Co więcej, węglowodany są z natury hydrofilne, czyli kochają wodę, a ich brak wpływa na różne ścieżki w organizmie człowieka odpowiedzialne za regulację poziomu nawodnienia. Na przykład na każdy gram glikogenu (zmagazynowanej glukozy) w tkance mięśniowej i wątrobowej przechowujemy około trzech gramów wody. Zapasy glikogenu w mięśniach i wątrobie są dość duże, więc możesz zobaczyć, jak może to wpłynąć na równowagę wodną. Chcesz wyglądać całkowicie płasko, jakbyś nigdy w życiu nie pracował? Wytnij węglowodany i wypłucz całą zgromadzoną wodę.
Ponadto, gdy wyczerpujemy węglowodany, następuje jednoczesny spadek produkcji insuliny, który może spowodować, że nerki wydalają więcej wody. Wreszcie, jeśli ograniczysz spożycie węglowodanów na tyle, aby wywołać ketozę, wytworzysz naturalny efekt moczopędny, a zmniejszenie nawodnienia o zaledwie 2-3% może pogorszyć wyniki sportowe.
Kiedy spożywasz węglowodany, trzustka wydziela insulinę. Jak na ironię, insulina czasami wciąż traci swoją rolę w magazynowaniu energii, a konkretnie w magazynowaniu tłuszczu. Ale insulina jest również silnie anaboliczna, ponieważ przenosi składniki odżywcze (w tym białko) do mięśni. Bez węglowodanów, bardzo mało insuliny. Brak insuliny, bardzo mało mięśni.

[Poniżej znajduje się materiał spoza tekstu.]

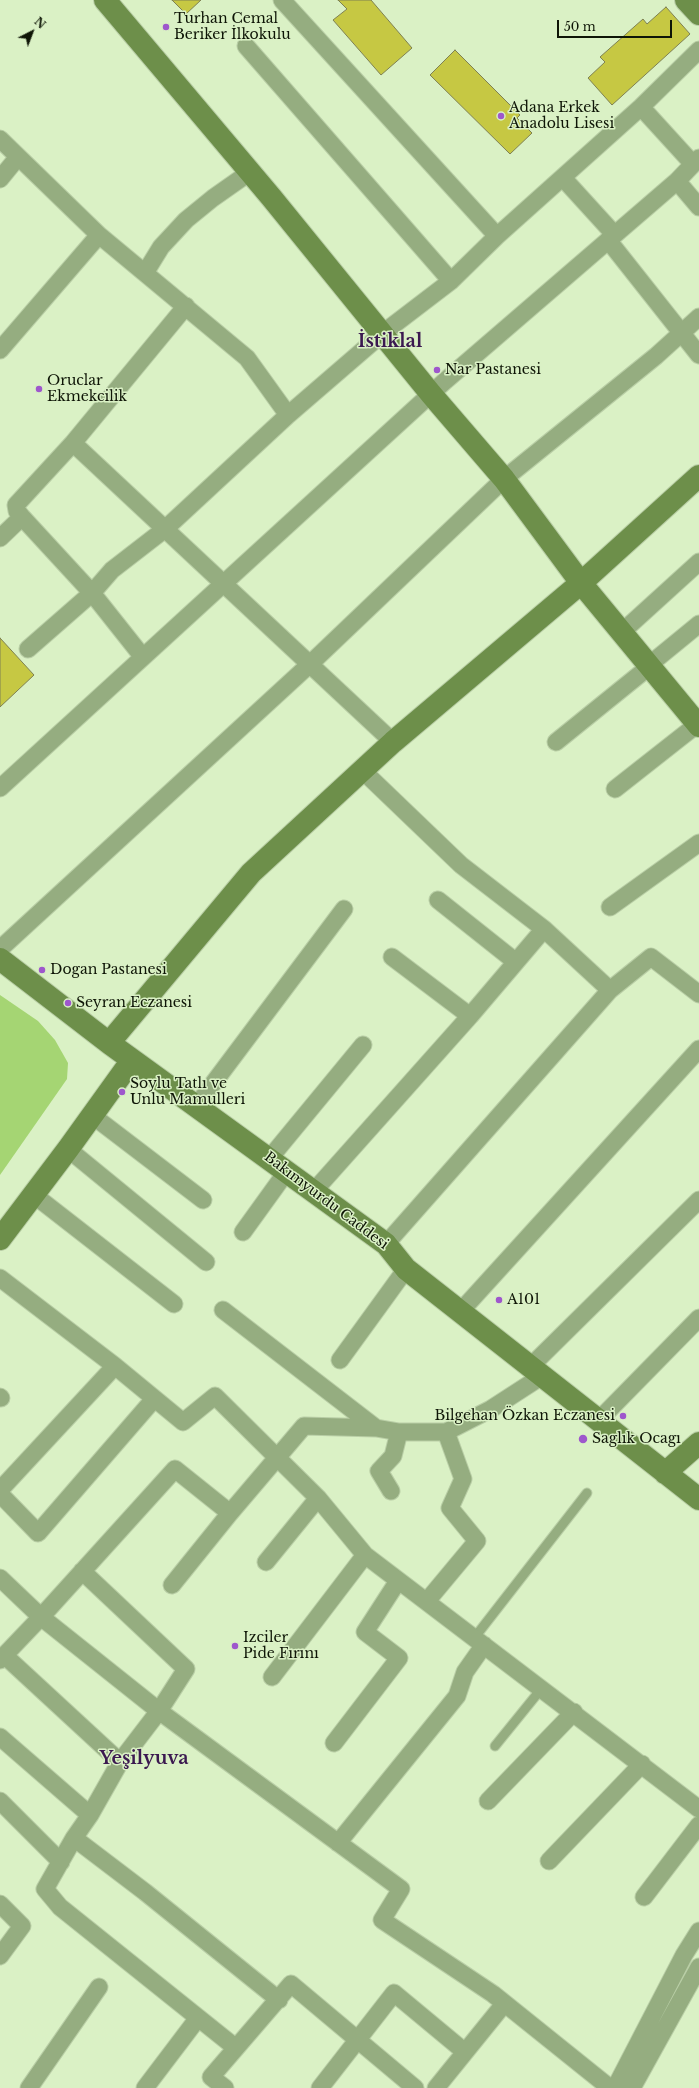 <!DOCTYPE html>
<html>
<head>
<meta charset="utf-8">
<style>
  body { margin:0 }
  #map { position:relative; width:699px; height:2088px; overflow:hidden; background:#daf1c5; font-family:"Libre Baskerville",serif }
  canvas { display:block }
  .north { position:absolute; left:12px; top:12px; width:40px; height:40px; -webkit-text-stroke:3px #daf1c5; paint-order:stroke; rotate:42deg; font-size:11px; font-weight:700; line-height:16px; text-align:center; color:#0e1506 }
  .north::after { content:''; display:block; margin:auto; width:14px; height:18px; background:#0e1506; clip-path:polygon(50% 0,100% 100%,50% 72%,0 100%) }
  .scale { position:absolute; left:557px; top:20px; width:115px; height:18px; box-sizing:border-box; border:2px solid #0e1506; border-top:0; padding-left:5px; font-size:12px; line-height:14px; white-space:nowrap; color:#0e1506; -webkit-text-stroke:3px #daf1c5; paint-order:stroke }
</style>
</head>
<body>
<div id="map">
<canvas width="699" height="2088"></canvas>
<div class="north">N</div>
<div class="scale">50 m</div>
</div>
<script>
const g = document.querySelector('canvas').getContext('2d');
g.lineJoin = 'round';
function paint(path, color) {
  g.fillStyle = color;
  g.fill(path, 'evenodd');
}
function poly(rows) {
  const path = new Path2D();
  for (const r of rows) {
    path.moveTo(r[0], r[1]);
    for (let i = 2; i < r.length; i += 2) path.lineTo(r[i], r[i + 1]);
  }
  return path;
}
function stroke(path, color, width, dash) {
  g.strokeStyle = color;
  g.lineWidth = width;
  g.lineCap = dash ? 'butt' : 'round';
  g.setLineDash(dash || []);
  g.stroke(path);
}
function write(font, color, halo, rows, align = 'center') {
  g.font = font + ' "Libre Baskerville",serif';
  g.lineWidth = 3;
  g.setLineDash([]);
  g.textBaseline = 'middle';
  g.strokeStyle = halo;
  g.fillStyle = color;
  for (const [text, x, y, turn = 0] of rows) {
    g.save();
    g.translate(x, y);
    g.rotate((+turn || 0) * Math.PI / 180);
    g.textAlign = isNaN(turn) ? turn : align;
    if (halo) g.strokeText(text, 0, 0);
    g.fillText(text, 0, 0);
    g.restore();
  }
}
paint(poly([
  [0,995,38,1021,55,1040,68,1063,67,1079,0,1175]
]), '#a5d573');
const building = poly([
  [172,0,201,0,186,14,172,0],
  [338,0,371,0,412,48,381,75,333,20,347,9,338,0],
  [666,7,690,34,612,105,588,78,605,62,600,57,643,19,647,24,666,7],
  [455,50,520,115,517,118,532,133,510,154,430,75,455,50],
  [0,638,34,675,0,707,0,638]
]);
paint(building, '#c6c843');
stroke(building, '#7e8053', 1);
const lane = poly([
  [475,1637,587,1493],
  [495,1746,542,1688]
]);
const street = poly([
  [282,0,497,236],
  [246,46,451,281],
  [641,107,693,164],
  [0,139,99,235,247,358,288,415],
  [563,178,614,234],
  [0,179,18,157],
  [677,181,699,207],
  [608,240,699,355],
  [145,273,161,247,186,220,213,198,250,172],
  [0,350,99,235],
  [73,443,393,742],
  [0,538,22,517],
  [622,632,699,562],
  [28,649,92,593,112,570,165,529,288,415,383,333,451,281,497,236,641,107,699,50],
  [142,656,92,593,22,517,17,511,16,505,73,443,186,306],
  [649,665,699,624],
  [556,742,650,666],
  [362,770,461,865,544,929,610,990],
  [0,788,445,381,677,181,699,158],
  [615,789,699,723],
  [438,900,516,962],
  [610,907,699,843],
  [0,949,310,664,504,479,656,356,699,317],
  [392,957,470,1016],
  [197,1105,344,909],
  [93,1116,203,1200],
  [68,1149,206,1262],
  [269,1159,363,1045],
  [314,1191,470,1016,544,929],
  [34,1195,174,1304],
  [243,1232,287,1171],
  [386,1244,610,990,651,957,699,994],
  [0,1278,115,1366,183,1422,215,1396,318,1498,365,1555,699,1809],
  [223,1310,376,1428],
  [460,1312,699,1049],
  [340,1360,406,1269],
  [531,1366,699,1200],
  [0,1397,1,1398],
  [598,1421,699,1318],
  [0,1490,115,1366],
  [391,1491,379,1471,393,1456,399,1432],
  [0,1494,38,1533,154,1399],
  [266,1562,318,1498],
  [82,1571,186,1669,159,1711,120,1762,90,1815,74,1838,45,1889,60,1907,236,2048],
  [0,1578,41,1617,159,1711,401,1889,382,1920,493,1994,610,2088],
  [172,1585,230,1513,304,1426,376,1428,399,1432,446,1432,491,1409,542,1376],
  [427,1601,477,1541,450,1508,463,1479,446,1432],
  [4,1655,120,1762],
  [0,1660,41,1617,175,1469,230,1513],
  [272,1677,365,1555],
  [0,1737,90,1815],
  [334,1743,399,1658,365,1632,398,1581],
  [0,1801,61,1862],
  [488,1801,574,1712],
  [74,1838,145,1892,279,2000],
  [338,1843,457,1696,465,1672,484,1645],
  [549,1861,642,1764],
  [644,1897,699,1825],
  [0,1904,22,1926,0,1956],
  [29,2088,99,1987],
  [145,2088,198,2018],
  [225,2088,211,2077,291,1984,415,2088],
  [320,2088,394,1993,465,2052],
  [436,2088,504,2004],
  [615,2088,684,1955,699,1931],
  [632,2088,699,1967]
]);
const secondary = poly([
  [105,0,271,197,431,394,504,479,581,583,699,726],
  [686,0,699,14],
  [0,959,109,1043,386,1244,406,1269,699,1499],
  [109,1043,251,873,393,742,581,583,699,476],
  [0,1239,68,1149,132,1060],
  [665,1473,699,1443]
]);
stroke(lane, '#b9cea6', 11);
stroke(street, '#b9cea6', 19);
stroke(secondary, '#b9cea6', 24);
stroke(lane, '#95ad80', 9);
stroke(street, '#95ad80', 17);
stroke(secondary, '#6d8f4a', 22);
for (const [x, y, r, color] of [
  [166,27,4,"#9e57cc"],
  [501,116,4,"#9e57cc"],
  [437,370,4,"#9e57cc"],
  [39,389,4,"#9e57cc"],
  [42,970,4,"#9e57cc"],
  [68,1003,4,"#9e57cc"],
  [122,1092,4,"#9e57cc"],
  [499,1300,4,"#9e57cc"],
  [623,1416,4,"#9e57cc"],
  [583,1439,5,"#9e57cc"],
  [235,1646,4,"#9e57cc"]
]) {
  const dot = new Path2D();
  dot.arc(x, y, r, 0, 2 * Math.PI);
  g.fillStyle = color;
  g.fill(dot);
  stroke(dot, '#daf1c5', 1.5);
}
write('14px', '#0e1506', '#daf1c5', [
  ["Turhan Cemal",174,19],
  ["Beriker İlkokulu",174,35],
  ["Adana Erkek",509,108],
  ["Anadolu Lisesi",509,124],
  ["Nar Pastanesi",445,370],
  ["Oruclar",47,381],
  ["Ekmekcilik",47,397],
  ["Dogan Pastanesi",50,970],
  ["Seyran Eczanesi",76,1003],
  ["Soylu Tatlı ve",130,1084],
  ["Unlu Mamulleri",130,1100],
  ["A101",507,1300],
  ["Bilgehan Özkan Eczanesi",615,1416,"right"],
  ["Saglık Ocagı",592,1439],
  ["Izciler",243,1638],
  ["Pide Fırını",243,1654]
], 'left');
write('14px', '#0e1506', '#daf1c5', [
  ["Bakımyurdu Caddesi",326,1201,37]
]);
write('bold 18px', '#3b1950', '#daf1c5', [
  ["İstiklal",390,342],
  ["Yeşilyuva",144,1759]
]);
</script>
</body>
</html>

Dodatkowo insulina zakłóca hamowanie leucyny przez kortyzol, aminokwas odgrywający potężną rolę w syntezie białek mięśniowych. Ponadto insulina aktywuje i wpływa na kilka kluczowych szlaków związanych ze wzrostem mięśni, w tym szlak mTOR, który w dużym stopniu określa, jak duże mogą rosnąć Twoje mięśnie.
Ten proces metaboliczny obejmuje produkcję glukozy ze źródeł innych niż węglowodany. Ten proces może zachodzić z wielu substratów, ale skupmy się na glukoneogenezie, ponieważ dotyczy ona określonych aminokwasów. Jeśli spożycie węglowodanów jest niskie, zmuszasz organizm do produkcji cukru z aminokwasów (między innymi), co może skutkować utratą mięśni i spadkiem wydajności, zwłaszcza jeśli regularnie wykonywana jest aktywność o wysokiej intensywności.

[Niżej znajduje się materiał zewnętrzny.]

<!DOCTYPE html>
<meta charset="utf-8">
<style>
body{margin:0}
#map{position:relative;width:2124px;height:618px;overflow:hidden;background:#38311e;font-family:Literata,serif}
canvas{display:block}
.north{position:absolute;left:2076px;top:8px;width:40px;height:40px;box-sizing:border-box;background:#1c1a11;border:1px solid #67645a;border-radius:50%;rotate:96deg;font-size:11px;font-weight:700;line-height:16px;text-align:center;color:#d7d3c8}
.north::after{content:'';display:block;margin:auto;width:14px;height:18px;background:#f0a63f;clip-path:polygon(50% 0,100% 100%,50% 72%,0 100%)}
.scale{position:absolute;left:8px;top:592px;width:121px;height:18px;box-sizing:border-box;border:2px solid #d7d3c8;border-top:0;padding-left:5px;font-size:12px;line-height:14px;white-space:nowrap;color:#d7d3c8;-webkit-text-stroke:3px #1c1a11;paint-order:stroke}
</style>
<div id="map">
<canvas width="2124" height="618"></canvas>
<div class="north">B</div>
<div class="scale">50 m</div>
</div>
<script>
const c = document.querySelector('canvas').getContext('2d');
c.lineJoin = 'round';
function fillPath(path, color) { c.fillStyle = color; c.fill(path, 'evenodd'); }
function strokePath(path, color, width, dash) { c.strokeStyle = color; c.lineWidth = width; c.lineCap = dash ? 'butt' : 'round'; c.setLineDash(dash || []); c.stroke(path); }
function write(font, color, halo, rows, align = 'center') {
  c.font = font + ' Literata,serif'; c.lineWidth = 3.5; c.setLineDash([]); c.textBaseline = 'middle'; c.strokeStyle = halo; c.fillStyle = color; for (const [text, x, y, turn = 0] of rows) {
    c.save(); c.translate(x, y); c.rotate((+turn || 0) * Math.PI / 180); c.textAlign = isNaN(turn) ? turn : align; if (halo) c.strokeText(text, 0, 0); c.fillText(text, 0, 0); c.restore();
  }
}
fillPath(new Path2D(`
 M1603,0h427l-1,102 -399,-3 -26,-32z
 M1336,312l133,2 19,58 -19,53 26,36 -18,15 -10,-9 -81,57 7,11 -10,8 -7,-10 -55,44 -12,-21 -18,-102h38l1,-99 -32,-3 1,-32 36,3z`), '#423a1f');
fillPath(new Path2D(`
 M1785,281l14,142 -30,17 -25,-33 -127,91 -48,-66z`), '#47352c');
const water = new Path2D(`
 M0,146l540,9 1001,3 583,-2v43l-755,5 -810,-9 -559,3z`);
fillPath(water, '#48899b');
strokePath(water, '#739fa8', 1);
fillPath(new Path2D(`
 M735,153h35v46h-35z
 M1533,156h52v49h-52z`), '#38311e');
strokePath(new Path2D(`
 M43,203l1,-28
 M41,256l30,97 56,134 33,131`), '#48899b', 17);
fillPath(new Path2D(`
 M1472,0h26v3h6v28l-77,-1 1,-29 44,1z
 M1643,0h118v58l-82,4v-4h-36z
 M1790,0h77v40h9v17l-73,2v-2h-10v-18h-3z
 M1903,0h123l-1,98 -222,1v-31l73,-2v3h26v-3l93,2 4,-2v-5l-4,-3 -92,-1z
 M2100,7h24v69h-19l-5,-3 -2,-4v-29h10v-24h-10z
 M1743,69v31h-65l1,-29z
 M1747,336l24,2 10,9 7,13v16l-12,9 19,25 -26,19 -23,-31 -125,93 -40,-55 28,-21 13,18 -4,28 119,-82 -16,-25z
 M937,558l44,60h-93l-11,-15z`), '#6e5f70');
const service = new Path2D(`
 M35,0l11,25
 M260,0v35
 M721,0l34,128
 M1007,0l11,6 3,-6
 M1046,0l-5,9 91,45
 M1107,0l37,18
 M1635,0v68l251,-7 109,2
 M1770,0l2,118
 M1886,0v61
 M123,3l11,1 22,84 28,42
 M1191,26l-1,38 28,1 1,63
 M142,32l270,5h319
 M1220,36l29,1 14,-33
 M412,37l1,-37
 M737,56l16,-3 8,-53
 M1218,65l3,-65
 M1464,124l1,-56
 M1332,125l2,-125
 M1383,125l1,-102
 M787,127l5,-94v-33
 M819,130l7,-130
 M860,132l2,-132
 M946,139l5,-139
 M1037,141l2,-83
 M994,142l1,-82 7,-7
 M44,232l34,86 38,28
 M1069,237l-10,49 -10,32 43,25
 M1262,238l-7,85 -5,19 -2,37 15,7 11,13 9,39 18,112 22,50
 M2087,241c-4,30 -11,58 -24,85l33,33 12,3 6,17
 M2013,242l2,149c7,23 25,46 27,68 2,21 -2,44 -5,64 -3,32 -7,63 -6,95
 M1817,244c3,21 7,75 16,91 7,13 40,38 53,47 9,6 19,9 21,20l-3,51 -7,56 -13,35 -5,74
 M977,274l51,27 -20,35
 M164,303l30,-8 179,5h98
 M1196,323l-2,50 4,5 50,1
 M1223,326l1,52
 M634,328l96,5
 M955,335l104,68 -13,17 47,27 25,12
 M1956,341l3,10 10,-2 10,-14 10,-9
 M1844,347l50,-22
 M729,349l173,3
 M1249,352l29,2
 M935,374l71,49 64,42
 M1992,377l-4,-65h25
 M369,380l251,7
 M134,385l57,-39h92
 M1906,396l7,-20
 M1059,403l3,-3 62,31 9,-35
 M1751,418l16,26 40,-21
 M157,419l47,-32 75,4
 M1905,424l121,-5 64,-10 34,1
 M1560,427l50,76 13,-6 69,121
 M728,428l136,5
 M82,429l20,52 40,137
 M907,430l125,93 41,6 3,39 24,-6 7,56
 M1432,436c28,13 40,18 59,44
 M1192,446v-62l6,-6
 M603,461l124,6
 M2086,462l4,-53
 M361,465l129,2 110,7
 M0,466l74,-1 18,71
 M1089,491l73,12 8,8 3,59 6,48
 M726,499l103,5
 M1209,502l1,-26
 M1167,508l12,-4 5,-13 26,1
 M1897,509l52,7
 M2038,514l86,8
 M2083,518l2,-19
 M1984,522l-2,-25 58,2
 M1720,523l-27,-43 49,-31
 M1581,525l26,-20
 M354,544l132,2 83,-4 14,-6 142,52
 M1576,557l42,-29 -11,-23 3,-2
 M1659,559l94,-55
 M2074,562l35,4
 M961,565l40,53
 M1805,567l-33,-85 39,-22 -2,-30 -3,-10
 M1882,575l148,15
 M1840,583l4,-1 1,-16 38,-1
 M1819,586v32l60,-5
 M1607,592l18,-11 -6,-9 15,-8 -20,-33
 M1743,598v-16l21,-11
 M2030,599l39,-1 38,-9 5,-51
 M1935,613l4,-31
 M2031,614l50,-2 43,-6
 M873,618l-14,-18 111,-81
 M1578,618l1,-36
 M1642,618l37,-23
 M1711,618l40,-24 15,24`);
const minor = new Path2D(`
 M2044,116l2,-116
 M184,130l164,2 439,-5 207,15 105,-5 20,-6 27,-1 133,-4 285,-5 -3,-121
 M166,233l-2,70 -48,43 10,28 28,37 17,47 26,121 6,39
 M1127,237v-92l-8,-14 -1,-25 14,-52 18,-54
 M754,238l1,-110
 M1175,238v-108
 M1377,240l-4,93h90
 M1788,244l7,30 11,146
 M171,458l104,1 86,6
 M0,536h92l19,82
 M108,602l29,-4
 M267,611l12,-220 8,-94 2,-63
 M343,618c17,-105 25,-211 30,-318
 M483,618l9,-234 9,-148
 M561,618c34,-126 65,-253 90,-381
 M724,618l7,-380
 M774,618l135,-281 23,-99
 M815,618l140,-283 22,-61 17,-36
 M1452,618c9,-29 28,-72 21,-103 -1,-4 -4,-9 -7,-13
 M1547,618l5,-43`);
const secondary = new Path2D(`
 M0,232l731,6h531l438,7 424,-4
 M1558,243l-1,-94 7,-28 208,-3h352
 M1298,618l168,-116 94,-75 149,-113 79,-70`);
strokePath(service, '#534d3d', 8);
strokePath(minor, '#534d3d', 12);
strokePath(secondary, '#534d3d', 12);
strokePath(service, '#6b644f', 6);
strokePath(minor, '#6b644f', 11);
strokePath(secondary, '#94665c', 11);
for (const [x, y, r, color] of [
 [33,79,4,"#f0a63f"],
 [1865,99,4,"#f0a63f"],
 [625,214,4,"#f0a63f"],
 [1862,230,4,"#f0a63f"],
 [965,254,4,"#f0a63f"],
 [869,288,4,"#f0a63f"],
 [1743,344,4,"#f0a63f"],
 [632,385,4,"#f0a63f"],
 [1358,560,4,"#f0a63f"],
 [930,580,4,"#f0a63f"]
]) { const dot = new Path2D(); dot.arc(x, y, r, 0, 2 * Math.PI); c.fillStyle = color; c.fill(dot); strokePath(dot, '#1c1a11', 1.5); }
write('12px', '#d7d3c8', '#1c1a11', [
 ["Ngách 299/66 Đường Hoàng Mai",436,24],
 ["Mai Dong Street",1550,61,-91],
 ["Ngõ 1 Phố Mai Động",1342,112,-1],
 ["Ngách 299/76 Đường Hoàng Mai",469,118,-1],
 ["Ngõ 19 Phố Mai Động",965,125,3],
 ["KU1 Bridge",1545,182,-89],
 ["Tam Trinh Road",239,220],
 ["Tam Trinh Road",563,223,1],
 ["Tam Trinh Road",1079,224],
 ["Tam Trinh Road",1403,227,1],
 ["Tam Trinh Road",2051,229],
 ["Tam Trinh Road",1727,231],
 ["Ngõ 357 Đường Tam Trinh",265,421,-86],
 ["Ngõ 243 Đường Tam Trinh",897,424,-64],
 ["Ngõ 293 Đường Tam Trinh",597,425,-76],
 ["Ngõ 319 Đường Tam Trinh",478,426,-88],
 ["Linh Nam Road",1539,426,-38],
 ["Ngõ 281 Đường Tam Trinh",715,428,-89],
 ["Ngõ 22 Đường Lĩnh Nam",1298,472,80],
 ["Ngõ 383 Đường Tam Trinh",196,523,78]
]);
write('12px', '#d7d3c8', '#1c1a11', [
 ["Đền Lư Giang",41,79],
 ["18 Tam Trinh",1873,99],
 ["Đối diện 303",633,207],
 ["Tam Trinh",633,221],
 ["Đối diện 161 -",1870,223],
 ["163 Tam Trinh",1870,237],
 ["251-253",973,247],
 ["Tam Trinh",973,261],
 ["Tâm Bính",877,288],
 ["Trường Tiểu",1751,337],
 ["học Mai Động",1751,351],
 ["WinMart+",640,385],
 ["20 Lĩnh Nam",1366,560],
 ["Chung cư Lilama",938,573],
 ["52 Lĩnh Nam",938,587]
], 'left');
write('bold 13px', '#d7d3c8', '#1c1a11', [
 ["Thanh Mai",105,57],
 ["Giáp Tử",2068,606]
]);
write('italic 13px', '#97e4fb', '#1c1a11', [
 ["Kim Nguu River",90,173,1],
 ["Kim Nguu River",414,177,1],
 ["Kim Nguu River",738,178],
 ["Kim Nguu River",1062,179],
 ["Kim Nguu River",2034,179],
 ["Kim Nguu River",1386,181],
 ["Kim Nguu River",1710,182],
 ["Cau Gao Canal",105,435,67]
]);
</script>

Oczywiście glukoneogeneza i utrata mięśni nie mają większego znaczenia dla osób otyłych lub sportowców wytrzymałościowych, ponieważ diety niskowęglowodanowe mają na nie minimalny wpływ. Jednak nie dotyczy to umięśnionych i dynamicznych sportowców drużynowych, którzy potrzebują stałego dopływu węglowodanów, aby zachować niesamowitą sylwetkę i doskonałe wyniki. Nie dotyczy to również tych, którzy CHCĄ być muskularni i wybuchowi.
Unikając całej kategorii makroskładników (węglowodanów), jak to zwykle robi wiele osób przeciwdziałających węglowodanom, pozbawiasz swoje ciało ogromnej skarbnicy mikroelementów. - powiedział Nuff.